Distributed Tracing with Zipkin and ELK
While logs can tell us whether a specific request failed to execute or not and metrics can help us monitor how many times this request failed and how long the failed request took, traces help us debug the reason why the request failed, or took so long to execute by breaking up the execution flow and dissecting it into smaller events.
In a microservice architecture, tracing is extremely challenging because requests will span multiple services, each executing one or more processes, across multiple servers. Distributed tracing is a tracing methodology that seeks to overcome this challenge by instrumenting applications in specific junctions in the request’s path and reconstructing its lifecycle.
Zipkin, based on Google Dapper and initially developed by Twitter, is a Java-based application that is used for distributed tracing and identifying latency issues. Unique identifiers are attached to each request which are then passed downstream through the different waypoints, or services. Zipkin then collects this data and allows users to analyze it in a UI.
So why hook up Zipkin with the ELK Stack?
The Zipkin UI provides us with some basic options to analyze traced requests — we can use a dependency diagram to view the execution flow, we can filter or sort the traces collected by Zipkin per application, length of trace and timestamp.

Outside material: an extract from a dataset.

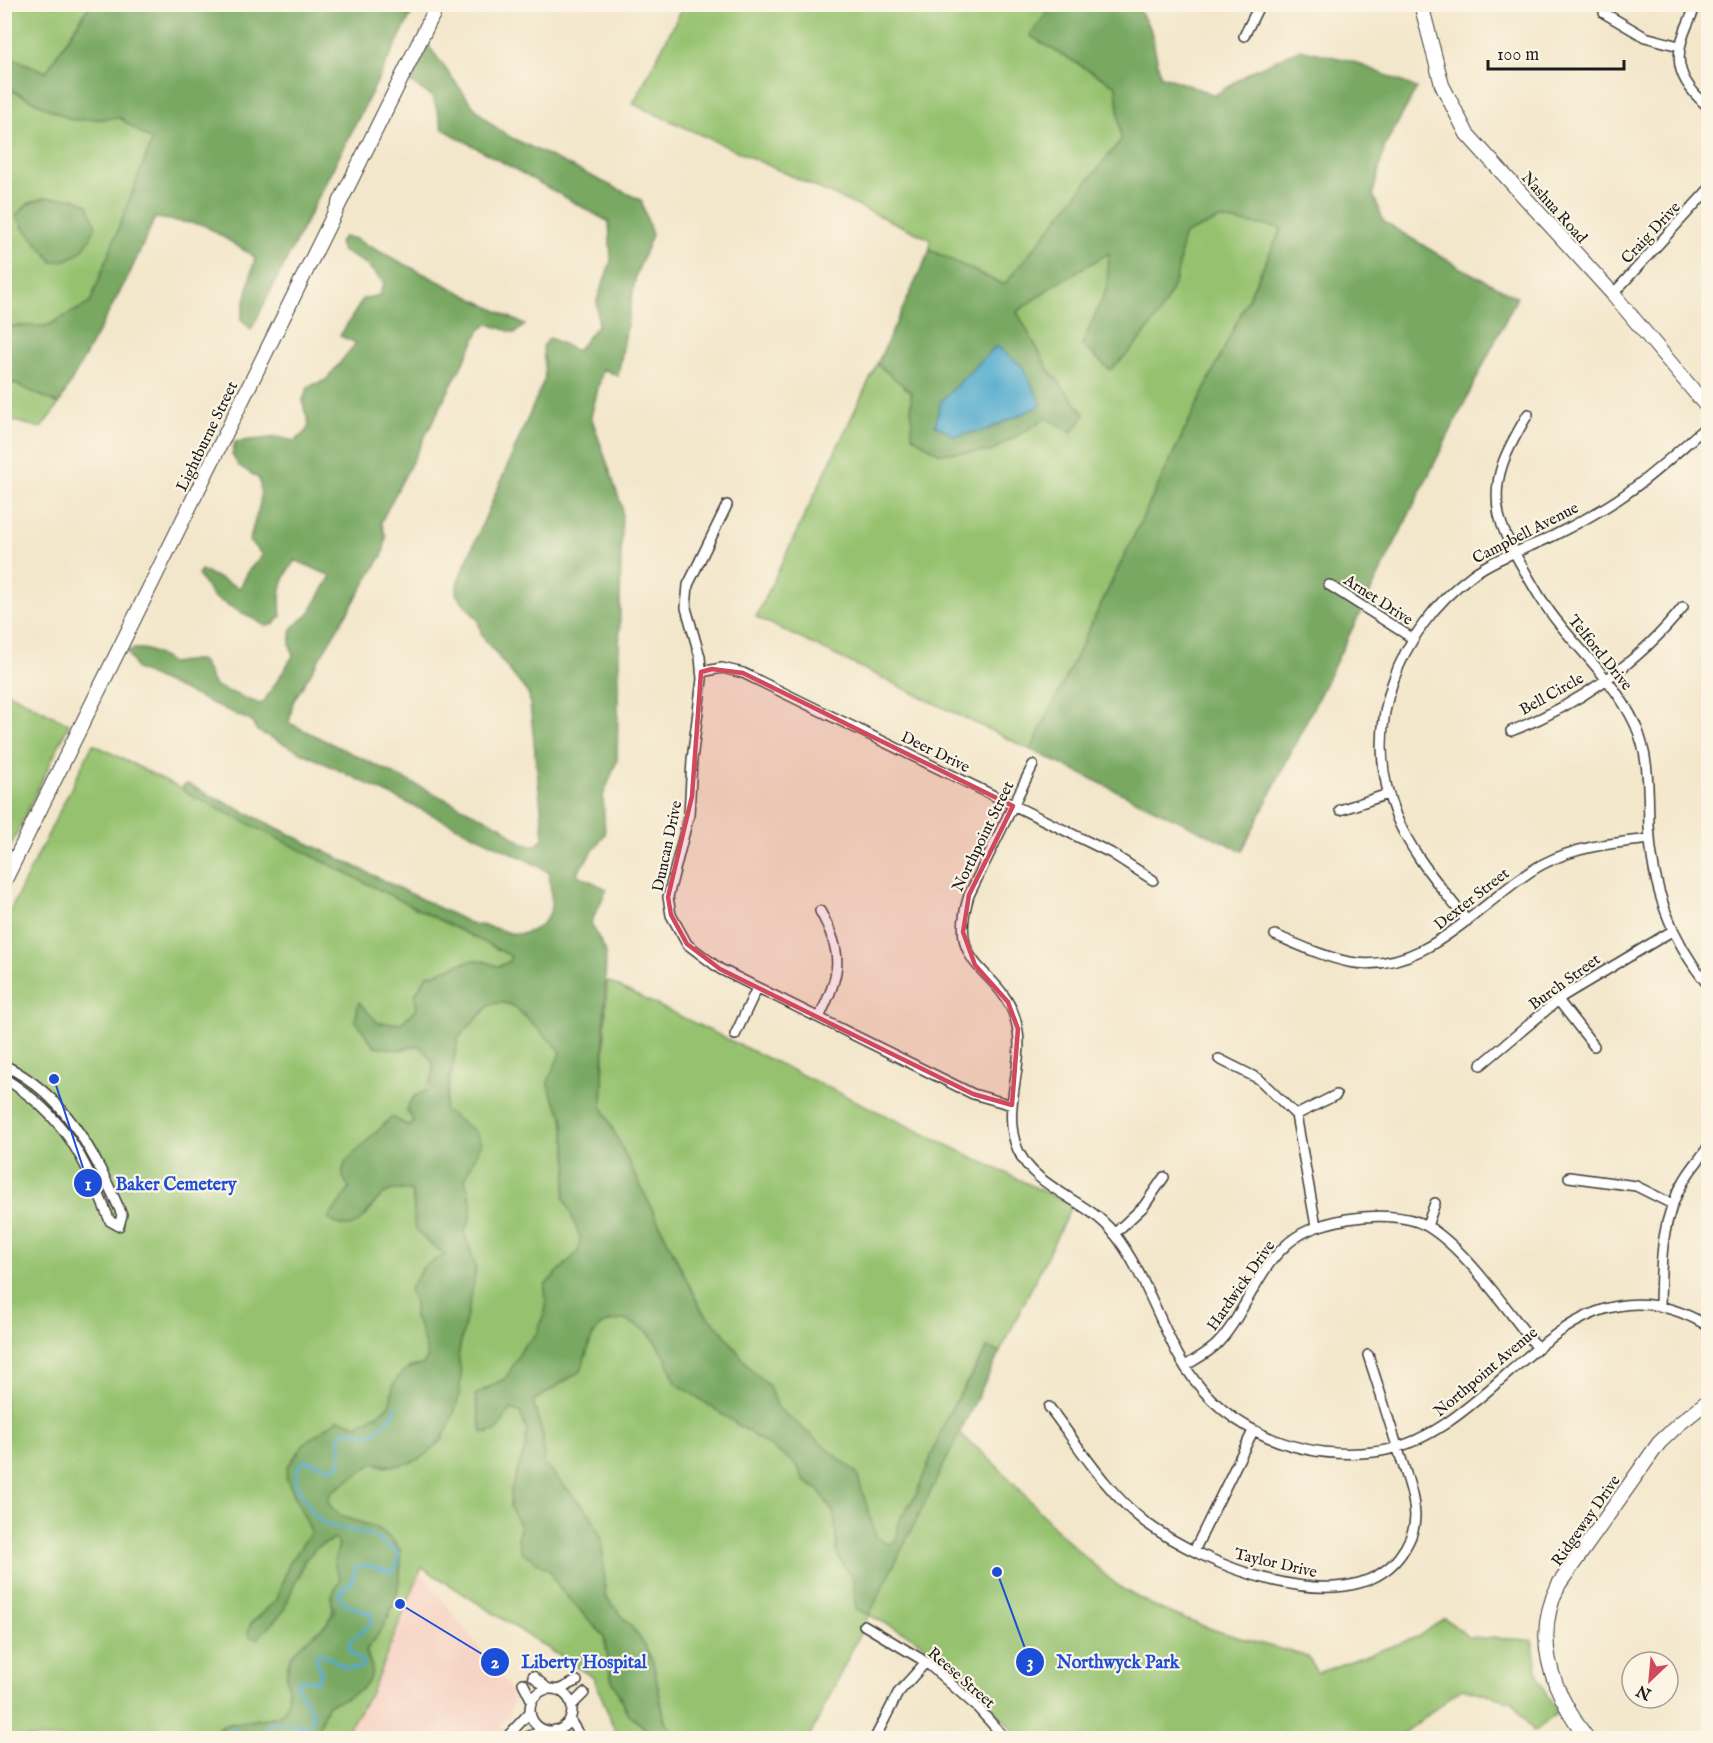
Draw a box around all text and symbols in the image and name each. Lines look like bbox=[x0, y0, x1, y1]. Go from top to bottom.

Using ELK though, takes trace analysis up a notch. Elasticsearch can be used for long-term retention of the trace data and Kibana will allow you gain much deeper insight into the data. This article provides you with the steps to integrate the two tools.
Installing Zipkin
The easiest way to install Zipkin is using Docker:
docker run -d -p 9411:9411 openzipkin/zipkin
If you want to customize your Zipkin configuration though, it might be easier to pass some variables in the run command. In our case, I want to pass some environment variables and specify Elasticsearch as the storage type (this example assumes a locally running ELK Stack), and so I will use the following commands to download and run Zipkin:
curl -sSL https://zipkin.io/quickstart.sh | bash -s java -DSTORAGE_TYPE=elasticsearch -DES_HOSTS=http://127.0.0.1:9200 -jar zipkin.jar
If all goes as expected, you should see this output in your terminal:
2018-05-02 09:59:27.897 INFO [/] 12638 --- [ XNIO-2 task-1] o.s.web.servlet.DispatcherServlet : FrameworkServlet 'dispatcherServlet': initialization completed in 108 ms
Open Zipkin at http://localhost:9411:
Of course, we have no traces to analyze in Zipkin yet, so our next step is to simulate some requests.
Setting up demo services
Zipkin provides a number of built-in instrumentations for Java, Go, Ruby, and #C apps, as well as a decent list of community instrumentations, for collecting tracing information and sending it to Zipkin.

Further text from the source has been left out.